EXERCISE PROMPT: In your reply, reproduce the lines from the first one below to the line containing "Task: Build a", inclusive, exactly as they stand.
─── DATA TO USE ───
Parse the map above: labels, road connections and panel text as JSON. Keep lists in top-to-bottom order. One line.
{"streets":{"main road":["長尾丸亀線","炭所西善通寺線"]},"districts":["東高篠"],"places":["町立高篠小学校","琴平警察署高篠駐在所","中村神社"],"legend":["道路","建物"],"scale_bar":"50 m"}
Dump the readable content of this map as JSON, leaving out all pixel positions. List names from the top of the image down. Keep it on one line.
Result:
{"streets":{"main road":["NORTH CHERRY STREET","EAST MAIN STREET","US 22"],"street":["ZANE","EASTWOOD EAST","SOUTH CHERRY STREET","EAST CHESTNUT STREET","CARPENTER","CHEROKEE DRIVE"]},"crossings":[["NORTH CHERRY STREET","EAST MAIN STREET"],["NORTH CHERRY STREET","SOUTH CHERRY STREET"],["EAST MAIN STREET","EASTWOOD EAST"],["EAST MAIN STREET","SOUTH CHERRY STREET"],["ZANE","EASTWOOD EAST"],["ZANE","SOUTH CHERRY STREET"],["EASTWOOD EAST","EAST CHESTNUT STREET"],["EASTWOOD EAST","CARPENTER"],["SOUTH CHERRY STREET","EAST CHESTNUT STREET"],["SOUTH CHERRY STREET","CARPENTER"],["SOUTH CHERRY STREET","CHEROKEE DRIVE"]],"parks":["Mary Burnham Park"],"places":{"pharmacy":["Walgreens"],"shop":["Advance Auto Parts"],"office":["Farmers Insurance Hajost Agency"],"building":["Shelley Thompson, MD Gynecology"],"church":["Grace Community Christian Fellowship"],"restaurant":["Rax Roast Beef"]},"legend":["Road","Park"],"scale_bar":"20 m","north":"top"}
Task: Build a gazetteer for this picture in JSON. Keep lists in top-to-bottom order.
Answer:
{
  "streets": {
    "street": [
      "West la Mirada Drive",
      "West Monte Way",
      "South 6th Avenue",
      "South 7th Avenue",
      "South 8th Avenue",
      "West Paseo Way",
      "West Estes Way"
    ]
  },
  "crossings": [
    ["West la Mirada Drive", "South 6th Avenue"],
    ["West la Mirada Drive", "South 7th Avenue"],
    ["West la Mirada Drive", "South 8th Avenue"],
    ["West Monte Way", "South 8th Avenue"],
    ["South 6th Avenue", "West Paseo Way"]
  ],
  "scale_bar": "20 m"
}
───
OUTPUT FOR THIS EXERCISE:
Parse the map above: labels, road connections and panel text as JSON. Keep lists in top-to-bottom order. One line.
{"streets":{"main road":["長尾丸亀線","炭所西善通寺線"]},"districts":["東高篠"],"places":["町立高篠小学校","琴平警察署高篠駐在所","中村神社"],"legend":["道路","建物"],"scale_bar":"50 m"}
Dump the readable content of this map as JSON, leaving out all pixel positions. List names from the top of the image down. Keep it on one line.
Result:
{"streets":{"main road":["NORTH CHERRY STREET","EAST MAIN STREET","US 22"],"street":["ZANE","EASTWOOD EAST","SOUTH CHERRY STREET","EAST CHESTNUT STREET","CARPENTER","CHEROKEE DRIVE"]},"crossings":[["NORTH CHERRY STREET","EAST MAIN STREET"],["NORTH CHERRY STREET","SOUTH CHERRY STREET"],["EAST MAIN STREET","EASTWOOD EAST"],["EAST MAIN STREET","SOUTH CHERRY STREET"],["ZANE","EASTWOOD EAST"],["ZANE","SOUTH CHERRY STREET"],["EASTWOOD EAST","EAST CHESTNUT STREET"],["EASTWOOD EAST","CARPENTER"],["SOUTH CHERRY STREET","EAST CHESTNUT STREET"],["SOUTH CHERRY STREET","CARPENTER"],["SOUTH CHERRY STREET","CHEROKEE DRIVE"]],"parks":["Mary Burnham Park"],"places":{"pharmacy":["Walgreens"],"shop":["Advance Auto Parts"],"office":["Farmers Insurance Hajost Agency"],"building":["Shelley Thompson, MD Gynecology"],"church":["Grace Community Christian Fellowship"],"restaurant":["Rax Roast Beef"]},"legend":["Road","Park"],"scale_bar":"20 m","north":"top"}
Task: Build a gazetteer for this picture in JSON. Keep lists in top-to-bottom order.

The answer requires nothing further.